BEGIN Given data

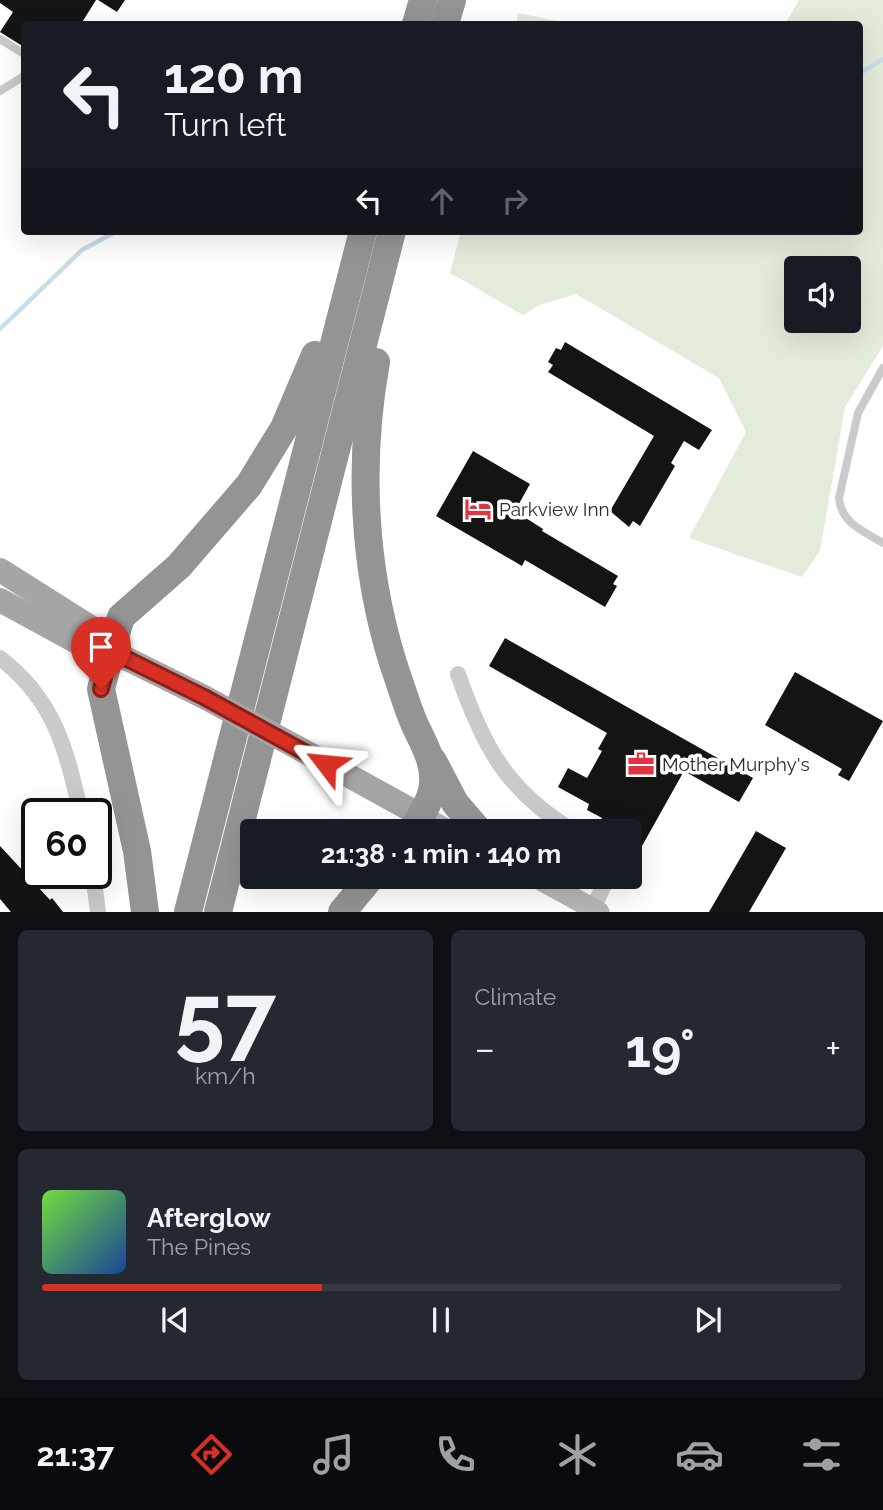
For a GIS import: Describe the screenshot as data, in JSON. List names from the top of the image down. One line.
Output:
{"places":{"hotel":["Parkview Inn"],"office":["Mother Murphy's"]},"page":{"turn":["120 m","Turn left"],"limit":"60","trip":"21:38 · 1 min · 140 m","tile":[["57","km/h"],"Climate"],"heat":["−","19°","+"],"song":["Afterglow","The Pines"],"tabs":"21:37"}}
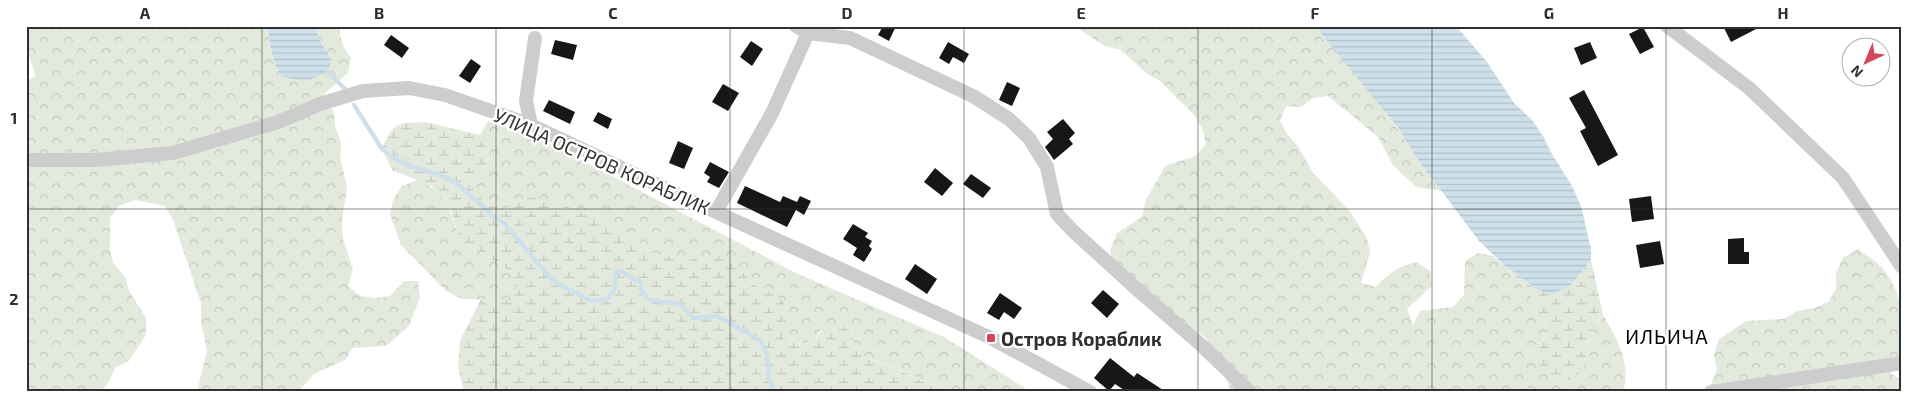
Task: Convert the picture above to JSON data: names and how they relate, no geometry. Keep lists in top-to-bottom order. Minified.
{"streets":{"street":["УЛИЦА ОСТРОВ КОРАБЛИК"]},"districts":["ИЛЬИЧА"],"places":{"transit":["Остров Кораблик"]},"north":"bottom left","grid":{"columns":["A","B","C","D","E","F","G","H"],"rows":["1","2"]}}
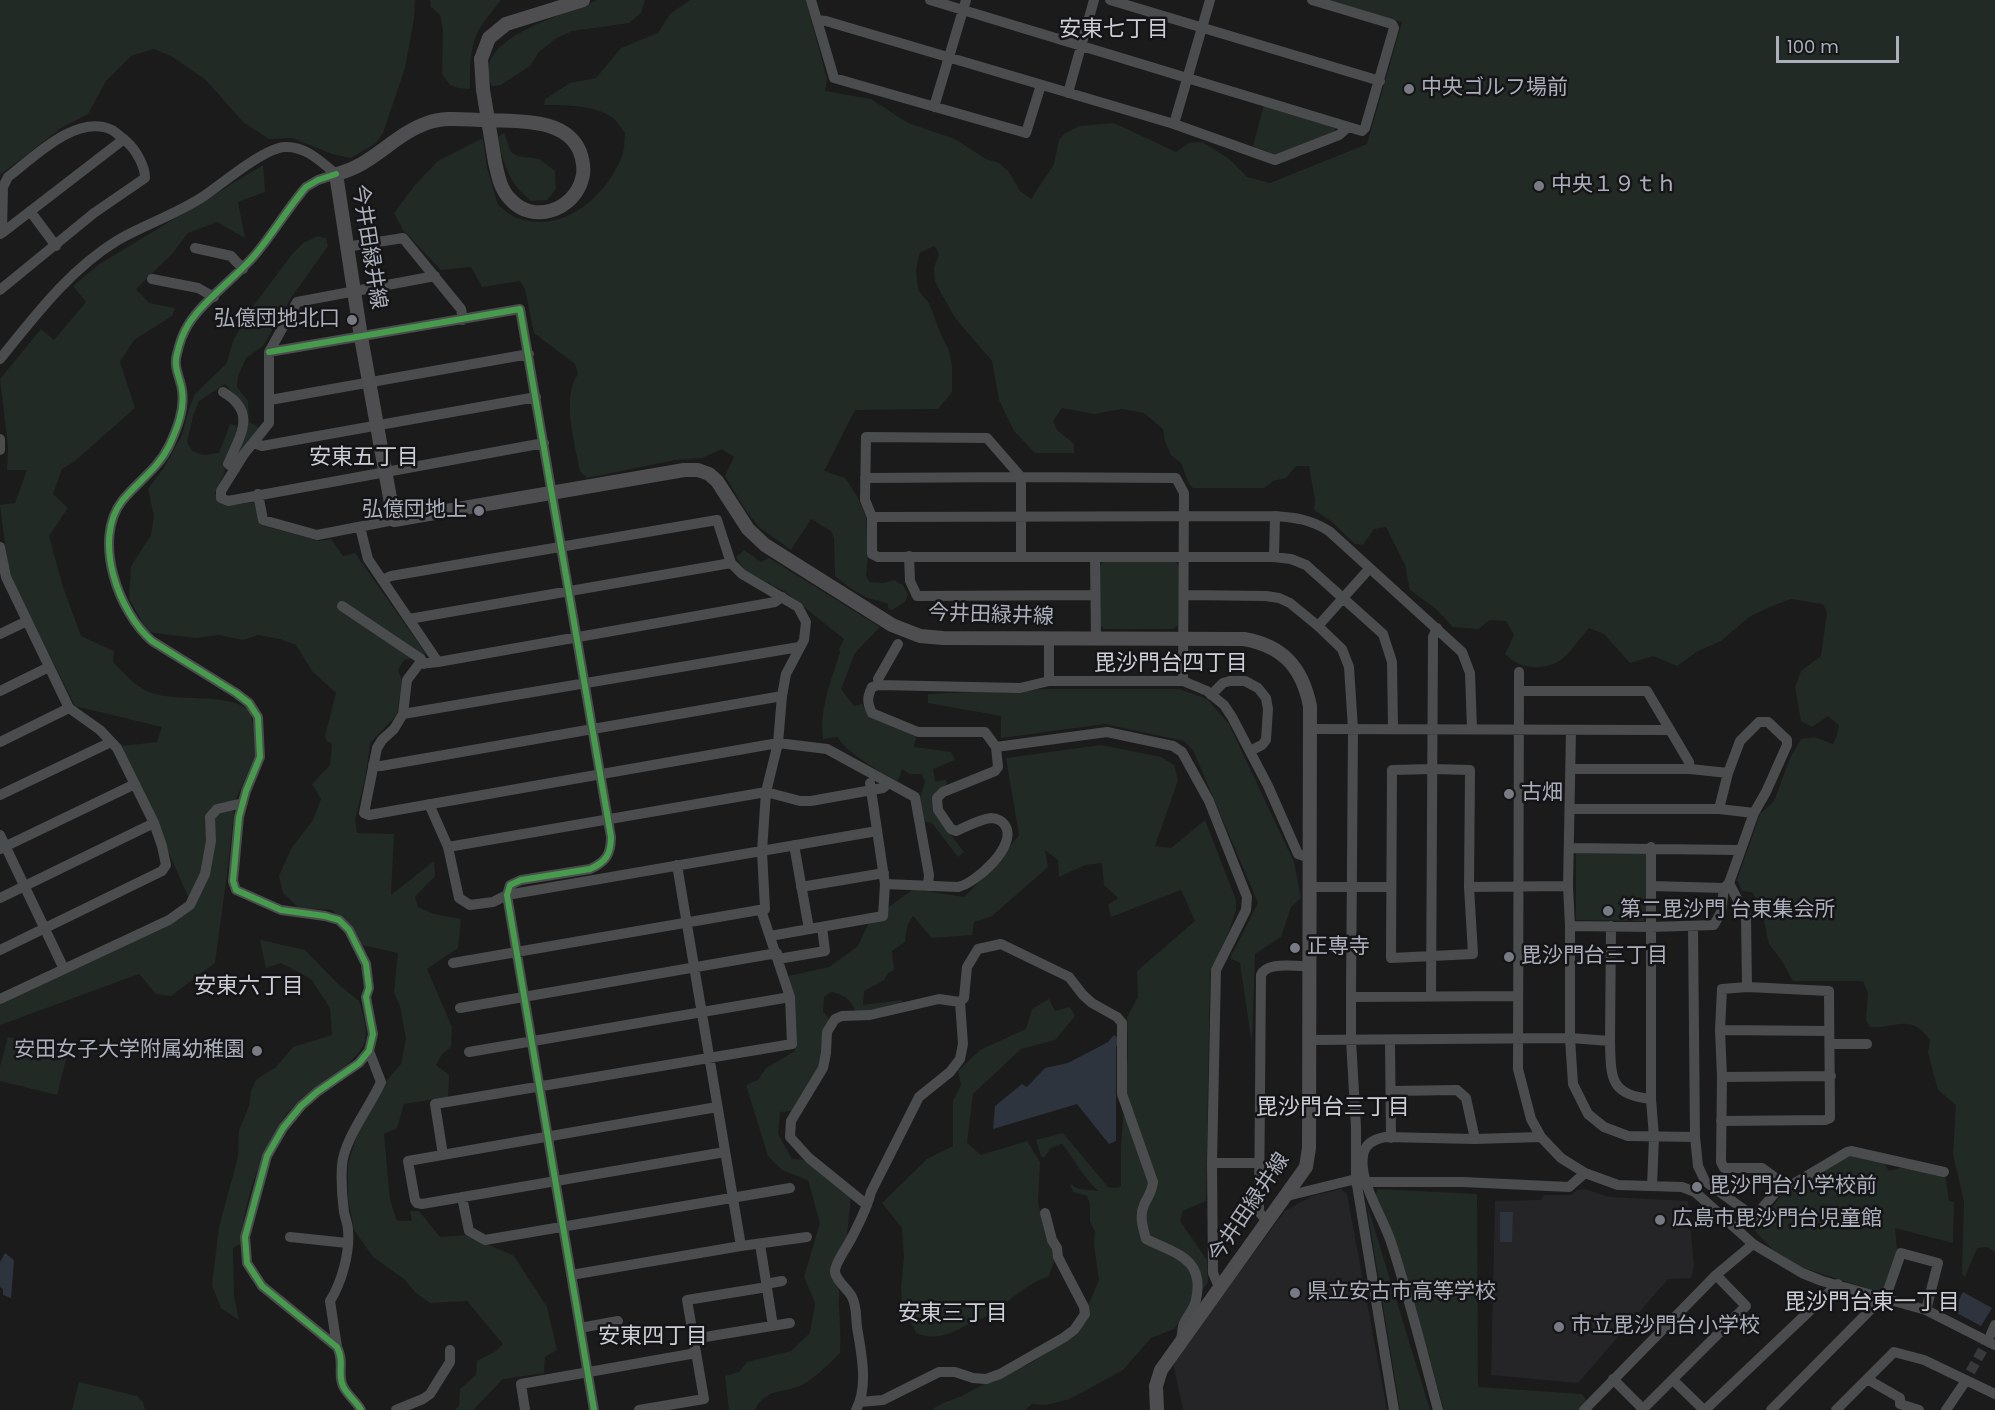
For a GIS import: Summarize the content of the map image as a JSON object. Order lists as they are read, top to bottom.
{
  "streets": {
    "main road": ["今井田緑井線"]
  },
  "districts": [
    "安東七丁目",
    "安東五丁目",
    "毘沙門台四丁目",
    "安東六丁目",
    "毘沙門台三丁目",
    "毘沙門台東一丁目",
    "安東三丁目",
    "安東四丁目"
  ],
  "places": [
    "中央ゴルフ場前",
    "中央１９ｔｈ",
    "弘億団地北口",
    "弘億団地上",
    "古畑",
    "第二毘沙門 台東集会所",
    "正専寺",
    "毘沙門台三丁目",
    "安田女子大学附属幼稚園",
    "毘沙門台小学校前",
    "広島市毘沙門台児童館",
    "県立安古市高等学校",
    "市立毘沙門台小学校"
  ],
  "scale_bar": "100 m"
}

END Given data

▶ Your instructions: All lines from the one containing "For a GIS import: Summarize" through the end of the data, and no others, are to be given again word for word.

▶ Response area:
For a GIS import: Summarize the content of the map image as a JSON object. Order lists as they are read, top to bottom.
{
  "streets": {
    "main road": ["今井田緑井線"]
  },
  "districts": [
    "安東七丁目",
    "安東五丁目",
    "毘沙門台四丁目",
    "安東六丁目",
    "毘沙門台三丁目",
    "毘沙門台東一丁目",
    "安東三丁目",
    "安東四丁目"
  ],
  "places": [
    "中央ゴルフ場前",
    "中央１９ｔｈ",
    "弘億団地北口",
    "弘億団地上",
    "古畑",
    "第二毘沙門 台東集会所",
    "正専寺",
    "毘沙門台三丁目",
    "安田女子大学附属幼稚園",
    "毘沙門台小学校前",
    "広島市毘沙門台児童館",
    "県立安古市高等学校",
    "市立毘沙門台小学校"
  ],
  "scale_bar": "100 m"
}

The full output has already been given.